Above code will generate following output:

We can see the CCDF properties of I channel are what we designed for (i.e., 99.9% PAPR is ~12dB). However, Q channel 99.9% PAPR is 10.6dB (about 1.5dB short of 12dB target). Same phases for sines and cosines will not get us same PAPR. We can re-run the first matlab code, and get another set of phases, and try it to see if I and Q PAPR are any closer or we can increase number of tones to resolve this. It’s also interesting to see what I+Q PAPR would be when they eventually get combined. Statistically, I+Q PAPR is 3dB less than I and Q PAPR because rms adds but chances for peaks to be aligned are slim, I and Q peak would unlikely to occur at same time, hence peaks won’t add, thus reducing PAPR. However, sometimes they do add and PAPR of I+Q is similar to I or Q PAPR or even higher. For our 10 tones with the phases chosen, I+Q PAPR happens to be similar to I PAPR as shown in image below.

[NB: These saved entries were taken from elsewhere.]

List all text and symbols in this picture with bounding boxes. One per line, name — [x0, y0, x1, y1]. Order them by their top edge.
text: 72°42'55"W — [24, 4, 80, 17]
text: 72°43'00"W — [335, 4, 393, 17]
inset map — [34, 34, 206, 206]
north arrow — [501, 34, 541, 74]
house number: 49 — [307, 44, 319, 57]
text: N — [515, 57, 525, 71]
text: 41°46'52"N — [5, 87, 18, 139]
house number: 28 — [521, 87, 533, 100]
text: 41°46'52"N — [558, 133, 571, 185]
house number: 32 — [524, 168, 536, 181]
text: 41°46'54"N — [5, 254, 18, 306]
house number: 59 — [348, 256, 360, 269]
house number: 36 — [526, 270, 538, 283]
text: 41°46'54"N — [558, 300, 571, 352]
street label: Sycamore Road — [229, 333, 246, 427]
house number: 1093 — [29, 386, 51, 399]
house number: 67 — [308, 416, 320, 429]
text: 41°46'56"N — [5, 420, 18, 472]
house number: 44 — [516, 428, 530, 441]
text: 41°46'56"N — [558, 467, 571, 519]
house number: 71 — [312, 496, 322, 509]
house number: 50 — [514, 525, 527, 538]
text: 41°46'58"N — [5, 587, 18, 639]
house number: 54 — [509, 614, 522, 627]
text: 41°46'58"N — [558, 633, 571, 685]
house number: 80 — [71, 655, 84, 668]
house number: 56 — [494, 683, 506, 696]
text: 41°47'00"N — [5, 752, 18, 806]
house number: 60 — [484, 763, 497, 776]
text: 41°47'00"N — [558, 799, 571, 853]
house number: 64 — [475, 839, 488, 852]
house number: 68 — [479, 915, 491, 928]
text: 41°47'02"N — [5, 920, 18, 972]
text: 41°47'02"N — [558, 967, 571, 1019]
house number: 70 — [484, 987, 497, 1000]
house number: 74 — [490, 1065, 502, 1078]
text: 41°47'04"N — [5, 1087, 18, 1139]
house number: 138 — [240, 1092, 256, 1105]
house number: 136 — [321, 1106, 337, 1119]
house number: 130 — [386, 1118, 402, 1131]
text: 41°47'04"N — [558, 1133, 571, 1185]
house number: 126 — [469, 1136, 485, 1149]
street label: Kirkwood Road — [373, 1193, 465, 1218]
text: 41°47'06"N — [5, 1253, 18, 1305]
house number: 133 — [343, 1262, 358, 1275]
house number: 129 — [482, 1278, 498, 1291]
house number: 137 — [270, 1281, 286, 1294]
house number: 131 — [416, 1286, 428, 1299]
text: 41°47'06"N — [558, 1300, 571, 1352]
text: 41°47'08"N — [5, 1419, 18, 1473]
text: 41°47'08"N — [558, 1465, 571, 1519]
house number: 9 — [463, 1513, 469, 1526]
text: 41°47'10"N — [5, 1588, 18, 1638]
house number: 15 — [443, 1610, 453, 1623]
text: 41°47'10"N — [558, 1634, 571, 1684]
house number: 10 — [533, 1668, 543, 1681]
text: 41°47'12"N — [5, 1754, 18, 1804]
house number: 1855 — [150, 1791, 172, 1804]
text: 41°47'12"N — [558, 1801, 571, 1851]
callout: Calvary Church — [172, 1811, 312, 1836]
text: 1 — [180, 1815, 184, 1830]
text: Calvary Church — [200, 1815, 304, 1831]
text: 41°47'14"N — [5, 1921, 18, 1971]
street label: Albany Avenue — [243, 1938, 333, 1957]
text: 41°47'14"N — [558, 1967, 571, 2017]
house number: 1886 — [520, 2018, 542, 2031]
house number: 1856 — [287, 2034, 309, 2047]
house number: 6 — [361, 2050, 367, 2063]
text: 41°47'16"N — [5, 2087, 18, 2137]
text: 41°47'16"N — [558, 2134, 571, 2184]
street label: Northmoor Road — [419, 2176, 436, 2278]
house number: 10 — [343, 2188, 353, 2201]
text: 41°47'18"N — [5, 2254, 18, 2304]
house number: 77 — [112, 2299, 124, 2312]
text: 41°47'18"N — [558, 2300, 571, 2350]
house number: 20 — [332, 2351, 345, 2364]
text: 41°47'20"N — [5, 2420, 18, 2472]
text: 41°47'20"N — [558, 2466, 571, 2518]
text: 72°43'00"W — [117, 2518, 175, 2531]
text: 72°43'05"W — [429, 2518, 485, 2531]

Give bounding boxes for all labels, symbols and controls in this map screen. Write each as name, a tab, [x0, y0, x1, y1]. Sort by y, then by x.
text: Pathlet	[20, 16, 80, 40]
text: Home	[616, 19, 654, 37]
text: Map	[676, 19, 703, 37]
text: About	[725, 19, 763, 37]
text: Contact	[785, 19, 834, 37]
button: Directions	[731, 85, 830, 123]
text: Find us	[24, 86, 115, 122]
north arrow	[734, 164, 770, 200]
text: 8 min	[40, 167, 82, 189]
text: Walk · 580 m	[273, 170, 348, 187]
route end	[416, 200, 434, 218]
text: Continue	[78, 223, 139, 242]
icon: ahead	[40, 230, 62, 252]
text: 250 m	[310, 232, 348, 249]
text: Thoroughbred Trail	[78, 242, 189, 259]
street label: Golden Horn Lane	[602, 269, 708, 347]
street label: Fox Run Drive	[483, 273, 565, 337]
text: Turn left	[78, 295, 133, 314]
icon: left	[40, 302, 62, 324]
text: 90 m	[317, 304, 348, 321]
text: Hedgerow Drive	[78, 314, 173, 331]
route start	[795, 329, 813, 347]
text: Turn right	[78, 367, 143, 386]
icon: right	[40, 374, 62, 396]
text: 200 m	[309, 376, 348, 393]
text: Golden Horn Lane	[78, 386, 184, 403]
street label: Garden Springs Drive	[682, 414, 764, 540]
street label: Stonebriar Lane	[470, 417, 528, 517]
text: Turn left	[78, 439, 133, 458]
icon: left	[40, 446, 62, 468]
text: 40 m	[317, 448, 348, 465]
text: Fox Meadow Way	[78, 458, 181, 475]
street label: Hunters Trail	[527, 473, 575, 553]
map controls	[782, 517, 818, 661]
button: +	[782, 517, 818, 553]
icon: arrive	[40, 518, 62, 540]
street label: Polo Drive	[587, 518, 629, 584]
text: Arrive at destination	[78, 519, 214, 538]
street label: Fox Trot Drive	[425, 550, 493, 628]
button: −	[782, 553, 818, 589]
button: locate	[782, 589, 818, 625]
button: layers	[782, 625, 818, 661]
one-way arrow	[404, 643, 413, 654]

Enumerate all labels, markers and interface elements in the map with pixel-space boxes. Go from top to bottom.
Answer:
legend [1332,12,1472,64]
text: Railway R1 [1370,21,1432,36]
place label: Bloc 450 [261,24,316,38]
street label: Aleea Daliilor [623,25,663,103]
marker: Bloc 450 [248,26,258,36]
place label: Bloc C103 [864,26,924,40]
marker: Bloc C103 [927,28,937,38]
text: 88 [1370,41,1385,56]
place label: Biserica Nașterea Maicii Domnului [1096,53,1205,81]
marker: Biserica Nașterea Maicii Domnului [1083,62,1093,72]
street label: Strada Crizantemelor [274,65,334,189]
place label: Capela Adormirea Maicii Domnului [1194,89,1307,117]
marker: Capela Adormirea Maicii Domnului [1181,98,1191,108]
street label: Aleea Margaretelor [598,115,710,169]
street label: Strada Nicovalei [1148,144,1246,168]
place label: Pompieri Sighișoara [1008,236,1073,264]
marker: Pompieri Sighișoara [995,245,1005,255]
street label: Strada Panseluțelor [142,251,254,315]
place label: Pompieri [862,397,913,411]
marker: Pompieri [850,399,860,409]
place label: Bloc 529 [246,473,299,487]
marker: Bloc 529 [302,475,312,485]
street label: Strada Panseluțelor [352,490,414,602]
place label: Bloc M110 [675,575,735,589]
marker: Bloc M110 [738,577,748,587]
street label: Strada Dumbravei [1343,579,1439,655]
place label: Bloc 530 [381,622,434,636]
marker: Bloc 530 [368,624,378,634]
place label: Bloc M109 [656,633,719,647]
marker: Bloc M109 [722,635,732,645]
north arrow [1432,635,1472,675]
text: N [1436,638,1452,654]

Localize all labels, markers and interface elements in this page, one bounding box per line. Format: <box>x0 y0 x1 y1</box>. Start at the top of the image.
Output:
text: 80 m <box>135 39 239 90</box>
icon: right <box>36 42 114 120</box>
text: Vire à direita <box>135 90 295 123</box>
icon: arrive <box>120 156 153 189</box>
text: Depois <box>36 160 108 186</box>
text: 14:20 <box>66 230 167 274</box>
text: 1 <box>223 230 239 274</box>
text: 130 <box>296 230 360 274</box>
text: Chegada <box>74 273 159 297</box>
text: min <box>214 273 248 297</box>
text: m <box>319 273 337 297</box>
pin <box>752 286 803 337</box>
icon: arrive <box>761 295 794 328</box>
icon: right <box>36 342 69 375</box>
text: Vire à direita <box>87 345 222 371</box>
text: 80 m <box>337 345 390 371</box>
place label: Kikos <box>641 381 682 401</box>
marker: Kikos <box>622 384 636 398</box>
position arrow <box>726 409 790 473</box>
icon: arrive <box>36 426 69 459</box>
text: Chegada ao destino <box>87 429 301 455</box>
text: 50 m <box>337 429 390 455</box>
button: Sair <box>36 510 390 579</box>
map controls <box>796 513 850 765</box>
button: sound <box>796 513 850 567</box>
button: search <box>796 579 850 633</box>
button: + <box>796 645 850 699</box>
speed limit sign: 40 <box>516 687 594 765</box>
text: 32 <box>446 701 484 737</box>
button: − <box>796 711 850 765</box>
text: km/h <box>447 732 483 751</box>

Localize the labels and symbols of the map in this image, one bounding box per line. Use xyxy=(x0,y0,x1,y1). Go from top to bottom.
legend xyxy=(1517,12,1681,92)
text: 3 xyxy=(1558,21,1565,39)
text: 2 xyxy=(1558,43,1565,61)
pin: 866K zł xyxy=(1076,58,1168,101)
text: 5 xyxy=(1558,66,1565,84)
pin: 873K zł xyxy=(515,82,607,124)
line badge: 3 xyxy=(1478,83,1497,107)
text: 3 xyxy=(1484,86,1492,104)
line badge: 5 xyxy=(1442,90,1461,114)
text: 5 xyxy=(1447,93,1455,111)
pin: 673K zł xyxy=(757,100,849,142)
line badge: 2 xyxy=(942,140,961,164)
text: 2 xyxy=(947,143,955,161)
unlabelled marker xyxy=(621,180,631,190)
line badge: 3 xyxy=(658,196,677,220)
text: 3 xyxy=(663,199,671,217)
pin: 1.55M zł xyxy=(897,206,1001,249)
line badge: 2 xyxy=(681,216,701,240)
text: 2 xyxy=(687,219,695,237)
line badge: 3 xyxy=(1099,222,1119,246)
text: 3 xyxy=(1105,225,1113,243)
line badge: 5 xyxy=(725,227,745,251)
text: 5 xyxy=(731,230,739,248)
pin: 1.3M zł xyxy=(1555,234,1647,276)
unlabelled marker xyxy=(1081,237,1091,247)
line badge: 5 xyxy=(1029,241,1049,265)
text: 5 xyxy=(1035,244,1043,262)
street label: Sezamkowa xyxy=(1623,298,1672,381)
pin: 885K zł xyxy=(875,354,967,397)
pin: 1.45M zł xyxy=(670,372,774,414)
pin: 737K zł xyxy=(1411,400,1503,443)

Let’s now use 10 tones, with phases we obtained above, in Cadence Virtuoso and see if it CCDF and PAPR matches our calculations in Matlab. Figure below shows Cadence schematic and setup of multiple tones. We used analogLib/isin current sources. Since they are sine signals by default, we added 90 degree to all of them to make them cosine, and then we added phases to them shown as phi1 and phi2 for the first current source (I108). Similarly, rest of the 4 current sources contain rest of the 8 tones with phases (not shown in image). For Q channel, we added the same phases (however without extra 90 degree now, since we want sine signals now). Since we wanted to distributed tones evenly throughout the band, therefore we placed f_{bb}_{2} and its harmonics to upconvert to right side of LO (USB upconversion, LO+f_{bb}_{2}) by assigning -ive polarity to amplitude; and f_{bb} tones to upconvert to left side of LO (LSB upconversion, LO-f_{bb}) by assigning +ive polarity to amplitude. This way LO will be at center and we will have 5 tones upconverted to the right side of LO and 5 tones to the left side, symmetrically occupying bandwidth around LO.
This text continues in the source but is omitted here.